As onlookers looked confused, an announcement was made asking for “anybody” with medical background to attend to the fallen man.

As some people rushed to the ring to give first aid, about 4-5 of them were women. Some of the women worked immediately to give the man first-aid. One of the woman took off the fallen mans necktie to increase circulation, airway, and breathing while another lady was administering CPR to the collapsed man. From the video at the bottom, it seems they were running the show to helping the man. Then out of nowhere, an announcement was made ordering the women to get off the “sacred” ring.

From my perspective, even when tradition dictates, if anyone is having a medical emergency and people including women have the ability and skills to save life, they should be free to do whatever is necessary to save life.

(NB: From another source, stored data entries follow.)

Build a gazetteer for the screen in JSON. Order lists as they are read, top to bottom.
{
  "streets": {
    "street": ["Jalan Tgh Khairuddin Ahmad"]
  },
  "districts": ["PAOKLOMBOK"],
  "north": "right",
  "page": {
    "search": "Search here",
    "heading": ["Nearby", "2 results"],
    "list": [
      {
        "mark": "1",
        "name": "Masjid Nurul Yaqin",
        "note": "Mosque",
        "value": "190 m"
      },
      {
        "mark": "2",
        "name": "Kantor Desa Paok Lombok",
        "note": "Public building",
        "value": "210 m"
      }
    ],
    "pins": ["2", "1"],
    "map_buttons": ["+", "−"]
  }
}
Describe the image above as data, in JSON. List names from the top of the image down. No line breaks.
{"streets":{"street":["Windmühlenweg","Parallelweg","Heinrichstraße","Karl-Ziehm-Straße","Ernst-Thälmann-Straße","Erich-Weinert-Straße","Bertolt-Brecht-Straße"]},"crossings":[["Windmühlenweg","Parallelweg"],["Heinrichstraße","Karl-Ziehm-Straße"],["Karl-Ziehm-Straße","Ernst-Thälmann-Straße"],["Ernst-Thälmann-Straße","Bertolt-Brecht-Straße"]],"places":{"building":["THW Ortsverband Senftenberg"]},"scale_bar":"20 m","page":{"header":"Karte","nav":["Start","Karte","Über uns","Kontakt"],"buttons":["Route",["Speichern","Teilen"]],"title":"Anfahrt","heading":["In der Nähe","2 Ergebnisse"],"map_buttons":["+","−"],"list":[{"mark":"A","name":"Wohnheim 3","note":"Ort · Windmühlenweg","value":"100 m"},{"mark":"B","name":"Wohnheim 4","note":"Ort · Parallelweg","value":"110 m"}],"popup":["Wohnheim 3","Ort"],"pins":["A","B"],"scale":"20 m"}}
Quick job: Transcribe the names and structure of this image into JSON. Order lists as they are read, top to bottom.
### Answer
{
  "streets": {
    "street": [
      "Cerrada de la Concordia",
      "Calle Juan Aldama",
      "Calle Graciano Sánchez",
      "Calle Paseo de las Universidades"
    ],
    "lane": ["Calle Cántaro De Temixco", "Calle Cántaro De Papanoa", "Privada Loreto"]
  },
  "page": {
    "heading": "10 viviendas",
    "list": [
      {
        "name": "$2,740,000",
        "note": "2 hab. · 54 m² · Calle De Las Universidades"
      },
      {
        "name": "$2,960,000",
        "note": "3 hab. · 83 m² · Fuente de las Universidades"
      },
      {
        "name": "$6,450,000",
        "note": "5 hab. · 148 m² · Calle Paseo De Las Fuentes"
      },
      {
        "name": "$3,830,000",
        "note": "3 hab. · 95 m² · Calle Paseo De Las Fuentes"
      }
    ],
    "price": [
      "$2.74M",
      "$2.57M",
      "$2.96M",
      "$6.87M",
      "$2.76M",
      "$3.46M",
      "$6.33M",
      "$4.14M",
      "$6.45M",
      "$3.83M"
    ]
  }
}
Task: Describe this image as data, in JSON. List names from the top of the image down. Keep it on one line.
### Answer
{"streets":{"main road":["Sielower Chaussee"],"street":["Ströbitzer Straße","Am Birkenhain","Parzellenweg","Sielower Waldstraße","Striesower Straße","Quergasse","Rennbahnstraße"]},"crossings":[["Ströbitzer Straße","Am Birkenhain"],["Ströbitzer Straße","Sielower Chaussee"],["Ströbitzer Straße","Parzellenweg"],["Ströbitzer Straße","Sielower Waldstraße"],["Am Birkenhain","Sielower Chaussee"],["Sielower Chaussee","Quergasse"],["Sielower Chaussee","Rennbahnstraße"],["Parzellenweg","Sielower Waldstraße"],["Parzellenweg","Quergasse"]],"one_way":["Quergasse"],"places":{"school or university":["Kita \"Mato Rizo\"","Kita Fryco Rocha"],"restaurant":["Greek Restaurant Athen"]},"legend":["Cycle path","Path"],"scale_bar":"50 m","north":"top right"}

When this made the news, many people in Japan were shocked and a global debate ensued about the sternness of Japan’s attitudes toward women.  It is shocking to most because in this day in age, in a relatively free society, such hard headed thinking exists in some places in Japan. Some ponder if Japan is really progressing as a nation despite it’s cultural history. Is it?

Japan today can still be a culturally sexist country. In some special cases, I’ve seen the difference in treatment between a man and woman. I’ve seen the sexist attitudes in some families where daughters are not treated equally to their brothers and wives are not equal to their husbands. Not to digress but I want to share a time during a home stay program in which I participated in, the house where I stayed in had a room where no women were allowed to enter. The room was strictly forbidden to his wife and daughters.  One might think he had a stash of crazy porn in there but it was just a typical room with a couch, TV, and some newspapers. So why women were not allowed to enter this room I asked. He said because they were women. WTH?

On the video, you can see a lady applying chest compression to the fallen man.  Fortunately, the man was saved thanks to the early actions by the men and women who helped the man. Life for women in Japan must be harder given the circumstances.